C.D.Z. : C’est l’aboutissement d’un processus logique. J’ai commencé à travailler comme attachée de presse assistante chez Tôt ou Tard et j’ai poursuivi cette activité comme attachée pour Label Bleu. En 2007, je deviens attachée de presse indépendante en jazz puis, de 2010 à 2014, je rattache mon activité à Only Music, société d’édition musicale, dont je deviens la gérante. En septembre 2014, je crée ma société, CdZ, en tant que productrice, éditrice et promotrice. Et avec Yann, nous créons le label Jazz Family en novembre 2014.

Y. M. : Chez moi, on peut parler de déterminisme ! J’ai exercé la fonction de directeur commercial chez Média 7 avant d’être cofondateur avec Joël Perrot des labels Grave, puis Soupir (musique classique, contemporaine et improvisation). J’ai également été directeur commercial chez Harmonia Mundi, puis j’ai cofondé Nocturne et créé en 2004 son label de jazz, qui s’appellera rapidement Plus Loin. Il comptera plus de 35 artistes et 150 références.
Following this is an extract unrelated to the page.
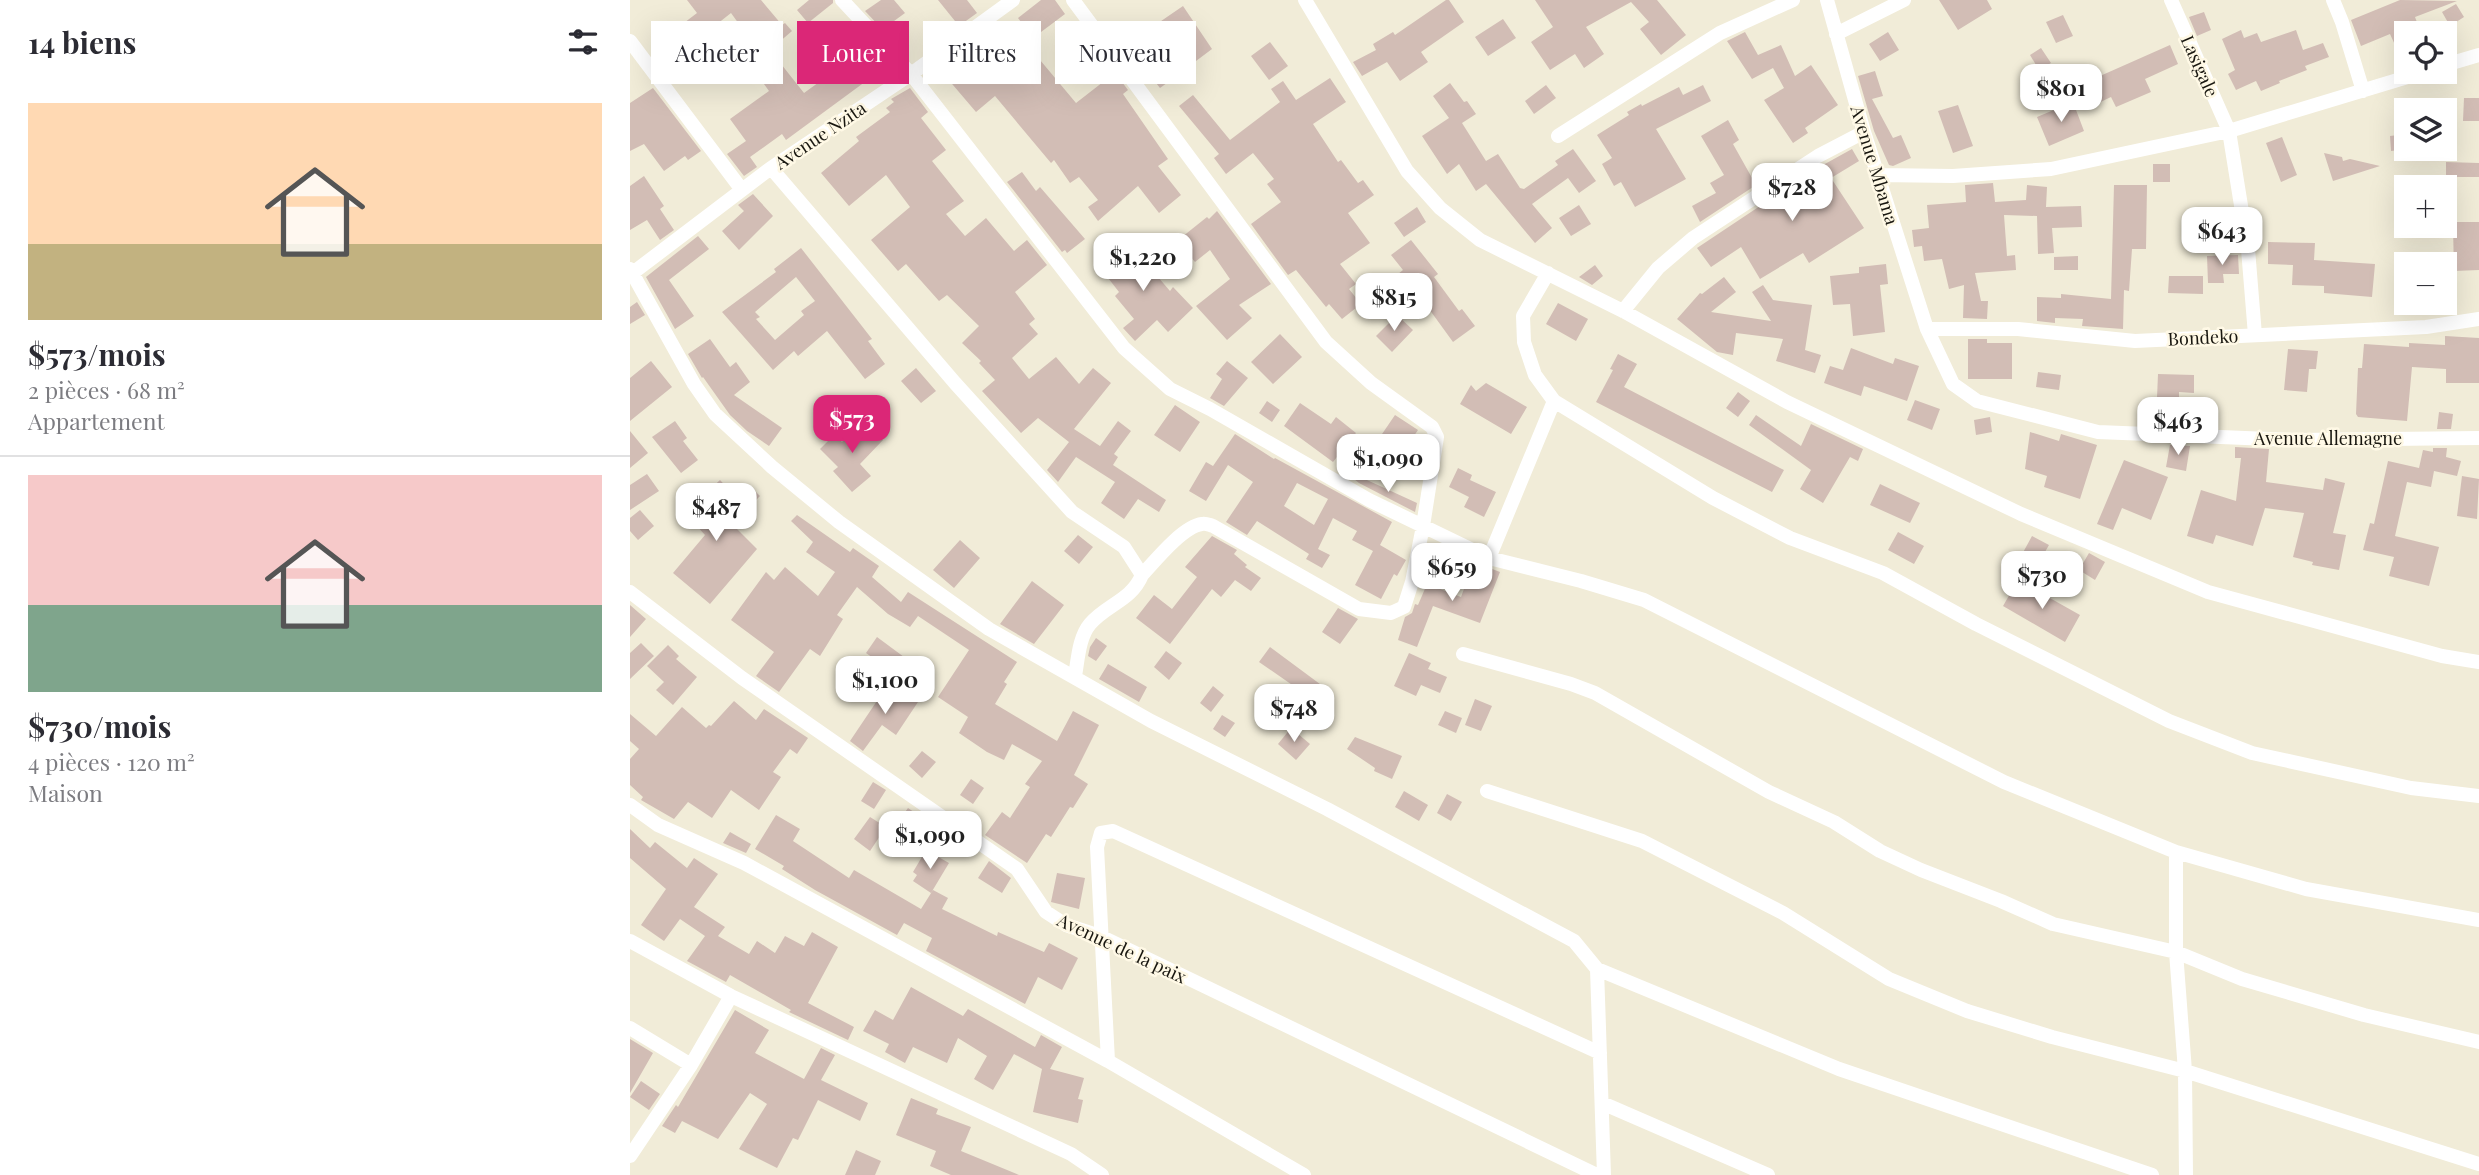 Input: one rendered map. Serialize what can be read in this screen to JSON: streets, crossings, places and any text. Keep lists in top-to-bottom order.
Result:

Camille Dal’Zovo (par Julien Domec)

- Pourquoi recréer aussi rapidement un nouveau label alors que la situation générale n’est pas très favorable, c’est le moins qu’on puisse dire ?

Y. M.  : Par passion, tout simplement, et parce que les artistes ont et auront toujours besoin, comme le public, de musique enregistrée. Les modèles économiques changent, à nous de nous adapter.

C. D. Z. : C’est exactement ça. Je travaillais avec Yann à la promotion des albums Plus Loin. Quand on a compris que le label allait s’arrêter, il nous a semblé évident qu’il fallait monter une nouvelle structure pour accueillir, dans un premier temps, les très belles signatures initialement prévues sur Plus Loin. La question de « monter un label » ne s’est même pas posée, c’était une évidence, comme a dit Yann, une obligation. Parce que nous sommes passionnés, parce qu’au-delà d’un métier, c’est de notre vie qu’il s’agit, et parce que les artistes avaient besoin de nous. Nous sommes comme tout le monde aujourd’hui, nous cherchons LE bon modèle qui permettra aux producteurs de vivre et de produire, et aux artistes de jouer et de manger. Je crois que nous partageons cette vision fondamentale de la vie et que c’est ce qui nous fait avancer. C’est un pari, risqué mais magnifique, fou mais réjouissant.

Y. M.  : Malgré l’incertitude économique, une nouvelle aventure débute avec Jazz Family. La direction est différente, car je ne suis plus seul à bord. La concentration est différente aussi : nous sortirons 6 à 8 nouveautés par an au lieu de 12, voire 15 par le passé. Nous ferons moins de développement de jeunes artistes. Mais, ouvert à toutes les esthétiques qui font le jazz de notre époque, Jazz Family fera la part belle aux jeunes talents français et internationaux. Il est diffusé dans le monde entier, en physique et en numérique, depuis janvier 2015.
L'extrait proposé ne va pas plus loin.